I remember the first time I was publicly fat shamed. I was a 16 years old and on a class trip to the Jewish Heritage Museum in Manhattan for leadership training. We were having lunch in the museum’s cafeteria; honestly I don’t remember if I actually ate anything since this was during the time I would skip meals with the goal of getting thin. I do remember that at one point my friend got up to get a second helping of food at which time I asked him to get me a can of soda. He came back with a can of Diet Coke, I looked at the can and then up at him in confusion. He then said, very loudly I might add, “You could stand to lose a couple of pounds.” The entire table and those next to it laughed. I left the soda right in his hand and walked away. No one stood up for me and he never apologized. He claimed that it was a joke. I wasn’t laughing.
Such occurrences only got worse once I got older. In fact,one of my mother’s oldest friends no longer greets me with a, “Hi, how have you been?,” like the average person would, but with a, “You’re fatter.”

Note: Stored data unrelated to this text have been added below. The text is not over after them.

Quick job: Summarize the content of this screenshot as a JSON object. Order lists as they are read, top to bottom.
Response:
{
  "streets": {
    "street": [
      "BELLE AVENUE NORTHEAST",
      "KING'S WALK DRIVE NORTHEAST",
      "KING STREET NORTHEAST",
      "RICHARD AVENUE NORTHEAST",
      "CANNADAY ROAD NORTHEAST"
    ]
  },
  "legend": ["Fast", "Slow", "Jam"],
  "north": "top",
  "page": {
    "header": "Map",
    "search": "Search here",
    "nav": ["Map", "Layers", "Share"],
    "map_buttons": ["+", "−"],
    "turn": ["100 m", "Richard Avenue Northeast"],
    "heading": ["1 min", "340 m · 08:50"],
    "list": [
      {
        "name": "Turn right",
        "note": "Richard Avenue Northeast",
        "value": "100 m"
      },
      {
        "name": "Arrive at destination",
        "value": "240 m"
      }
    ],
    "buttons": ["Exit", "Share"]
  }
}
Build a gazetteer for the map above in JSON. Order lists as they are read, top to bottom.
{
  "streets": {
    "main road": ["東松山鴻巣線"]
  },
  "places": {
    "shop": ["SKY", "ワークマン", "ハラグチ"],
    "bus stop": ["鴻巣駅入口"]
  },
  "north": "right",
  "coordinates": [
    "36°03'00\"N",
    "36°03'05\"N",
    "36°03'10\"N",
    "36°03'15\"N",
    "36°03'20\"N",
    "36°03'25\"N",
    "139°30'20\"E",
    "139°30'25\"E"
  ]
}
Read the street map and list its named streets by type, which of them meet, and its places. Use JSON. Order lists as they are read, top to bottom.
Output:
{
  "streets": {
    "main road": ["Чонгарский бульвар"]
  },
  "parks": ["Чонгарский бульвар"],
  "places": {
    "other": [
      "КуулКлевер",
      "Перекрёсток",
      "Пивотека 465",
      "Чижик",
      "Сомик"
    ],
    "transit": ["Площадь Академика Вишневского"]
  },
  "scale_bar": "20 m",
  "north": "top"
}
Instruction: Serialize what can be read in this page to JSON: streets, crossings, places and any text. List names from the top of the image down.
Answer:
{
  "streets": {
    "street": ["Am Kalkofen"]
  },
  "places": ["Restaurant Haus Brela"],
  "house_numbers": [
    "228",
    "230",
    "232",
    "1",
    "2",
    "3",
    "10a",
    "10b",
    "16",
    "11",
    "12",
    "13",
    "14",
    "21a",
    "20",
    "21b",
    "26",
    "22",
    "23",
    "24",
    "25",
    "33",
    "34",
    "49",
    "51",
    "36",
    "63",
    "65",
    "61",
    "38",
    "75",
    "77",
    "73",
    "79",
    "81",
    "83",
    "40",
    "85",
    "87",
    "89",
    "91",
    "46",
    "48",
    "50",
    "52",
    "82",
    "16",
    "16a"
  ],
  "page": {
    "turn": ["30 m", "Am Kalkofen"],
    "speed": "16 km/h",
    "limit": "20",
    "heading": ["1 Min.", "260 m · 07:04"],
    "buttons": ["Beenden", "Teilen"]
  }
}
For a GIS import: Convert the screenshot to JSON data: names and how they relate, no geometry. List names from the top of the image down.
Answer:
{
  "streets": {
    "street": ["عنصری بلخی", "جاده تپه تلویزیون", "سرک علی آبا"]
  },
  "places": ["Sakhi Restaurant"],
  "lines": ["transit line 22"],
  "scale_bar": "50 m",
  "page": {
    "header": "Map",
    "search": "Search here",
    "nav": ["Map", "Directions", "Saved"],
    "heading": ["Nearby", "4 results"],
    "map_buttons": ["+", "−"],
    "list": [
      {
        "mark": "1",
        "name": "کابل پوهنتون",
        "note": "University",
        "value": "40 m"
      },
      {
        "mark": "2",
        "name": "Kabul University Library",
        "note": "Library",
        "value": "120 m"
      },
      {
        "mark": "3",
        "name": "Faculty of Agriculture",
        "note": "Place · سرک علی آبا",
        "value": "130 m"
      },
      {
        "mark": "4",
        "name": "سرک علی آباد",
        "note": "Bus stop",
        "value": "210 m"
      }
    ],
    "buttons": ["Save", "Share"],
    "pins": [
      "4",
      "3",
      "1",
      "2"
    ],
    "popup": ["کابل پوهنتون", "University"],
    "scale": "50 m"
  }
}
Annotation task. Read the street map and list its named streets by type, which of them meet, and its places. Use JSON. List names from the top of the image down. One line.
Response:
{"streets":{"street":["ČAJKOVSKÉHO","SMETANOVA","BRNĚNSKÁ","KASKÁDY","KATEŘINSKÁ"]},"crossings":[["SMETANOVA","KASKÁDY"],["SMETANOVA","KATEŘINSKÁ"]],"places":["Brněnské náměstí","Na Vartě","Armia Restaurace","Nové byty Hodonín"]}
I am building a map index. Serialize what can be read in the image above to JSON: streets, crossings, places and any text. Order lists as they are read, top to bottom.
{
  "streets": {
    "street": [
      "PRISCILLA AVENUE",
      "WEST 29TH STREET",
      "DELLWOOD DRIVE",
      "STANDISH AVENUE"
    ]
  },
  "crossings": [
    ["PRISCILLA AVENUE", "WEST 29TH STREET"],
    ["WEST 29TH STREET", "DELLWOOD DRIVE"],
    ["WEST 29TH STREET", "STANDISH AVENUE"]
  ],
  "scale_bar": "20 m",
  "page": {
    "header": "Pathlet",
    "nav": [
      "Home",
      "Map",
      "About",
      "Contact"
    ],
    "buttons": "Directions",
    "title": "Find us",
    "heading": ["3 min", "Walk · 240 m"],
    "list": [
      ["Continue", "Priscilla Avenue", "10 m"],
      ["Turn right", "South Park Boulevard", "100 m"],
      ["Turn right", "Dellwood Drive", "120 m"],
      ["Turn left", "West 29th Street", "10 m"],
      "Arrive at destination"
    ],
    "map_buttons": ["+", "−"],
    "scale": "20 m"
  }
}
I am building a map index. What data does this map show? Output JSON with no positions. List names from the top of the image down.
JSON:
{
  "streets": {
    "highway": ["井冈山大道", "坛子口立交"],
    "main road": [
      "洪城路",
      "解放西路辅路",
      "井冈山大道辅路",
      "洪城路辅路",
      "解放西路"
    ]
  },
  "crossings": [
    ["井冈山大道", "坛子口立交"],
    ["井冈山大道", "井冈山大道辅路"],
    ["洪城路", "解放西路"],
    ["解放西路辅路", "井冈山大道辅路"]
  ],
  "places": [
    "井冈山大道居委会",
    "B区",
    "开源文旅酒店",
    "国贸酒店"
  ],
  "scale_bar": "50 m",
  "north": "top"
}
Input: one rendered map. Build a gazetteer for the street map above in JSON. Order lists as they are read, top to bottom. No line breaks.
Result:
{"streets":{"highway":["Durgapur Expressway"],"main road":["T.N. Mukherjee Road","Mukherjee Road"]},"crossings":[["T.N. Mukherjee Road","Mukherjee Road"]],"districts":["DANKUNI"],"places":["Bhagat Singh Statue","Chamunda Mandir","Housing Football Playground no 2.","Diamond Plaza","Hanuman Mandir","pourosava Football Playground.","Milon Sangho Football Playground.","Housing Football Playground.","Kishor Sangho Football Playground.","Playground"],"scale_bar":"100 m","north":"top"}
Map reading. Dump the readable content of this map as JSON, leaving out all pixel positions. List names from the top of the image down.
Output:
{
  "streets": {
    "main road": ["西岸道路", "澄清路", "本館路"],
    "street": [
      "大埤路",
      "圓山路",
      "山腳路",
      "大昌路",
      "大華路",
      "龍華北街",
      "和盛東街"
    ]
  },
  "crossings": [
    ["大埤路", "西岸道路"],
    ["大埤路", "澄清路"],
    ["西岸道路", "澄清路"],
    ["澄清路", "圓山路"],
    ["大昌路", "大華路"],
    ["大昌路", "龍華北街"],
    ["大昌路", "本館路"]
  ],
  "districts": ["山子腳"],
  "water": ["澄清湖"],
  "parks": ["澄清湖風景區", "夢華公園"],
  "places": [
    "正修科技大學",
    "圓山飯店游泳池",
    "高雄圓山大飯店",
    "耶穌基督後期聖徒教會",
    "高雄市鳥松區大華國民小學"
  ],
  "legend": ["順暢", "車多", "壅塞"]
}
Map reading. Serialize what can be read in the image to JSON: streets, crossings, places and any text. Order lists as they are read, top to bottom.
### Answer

Recently the most popular tactic of public fat-shaming in my life has popped up at church luncheons and nights out at restaurants, where people will see me pass on the salad which leads them to pushing it to me with the notion that it will “get me thin.” It is no secret that I am usually not the thinnest person at a dinner party, but eating a salad before the main course of a meal will not change this fact within the next five minutes. I am very, very picky when it comes to vegetables and fruits, and its not because I don’t like them. I don’t trust the people who prep and serve it. I want the vegetables that come on my plate to be fresh and clean and the only way I can be sure of this is when I do it myself. Which is why 9 times out of 10, I do not eat any salad outside of my kitchen. (This is what happens when you watch too many episodes of Kitchen Nightmares).
Naturally I am allowed to have my own preferences, yet because of my size this is put down to having an unhealthy lifestyle. Many people don’t realize that eating habits are not the only things that affect your weight, things like sleep deprivation, thyroid problems, pregnancy and stress can all expand your waistline. No amount of salad will chance this if any or these factors are affecting you. And whether it is my eating habits or any of the aforementioned factors that has got me to my current weight, that is none of your business. It’s mine.
Fat-shaming is anything but new at this point, yet what is both sad and irritating is how most people find nothing wrong with it. Many people claim that these kinds of actions are taken out of concern for my health when in reality it is for their own benefit. They wish to make themselves feel better by making people like me feel bad. Constantly telling me that I am fat and should be ashamed of myself isn’t going to motivate me to do anything else but hate my body.
Is it any wonder why it took me reaching my mid-twenties to finally admit that I am worthy of living my life? The fact that I started participating in an exercise class and making healthier choices in what and when I eat is not due to fat-shaming, I started loving myself and I want to make sure that I treat my body right especially after so many years of self inflicted hate.
Have you been fat-shamed? How do you go about shutting down those who fat-shame you?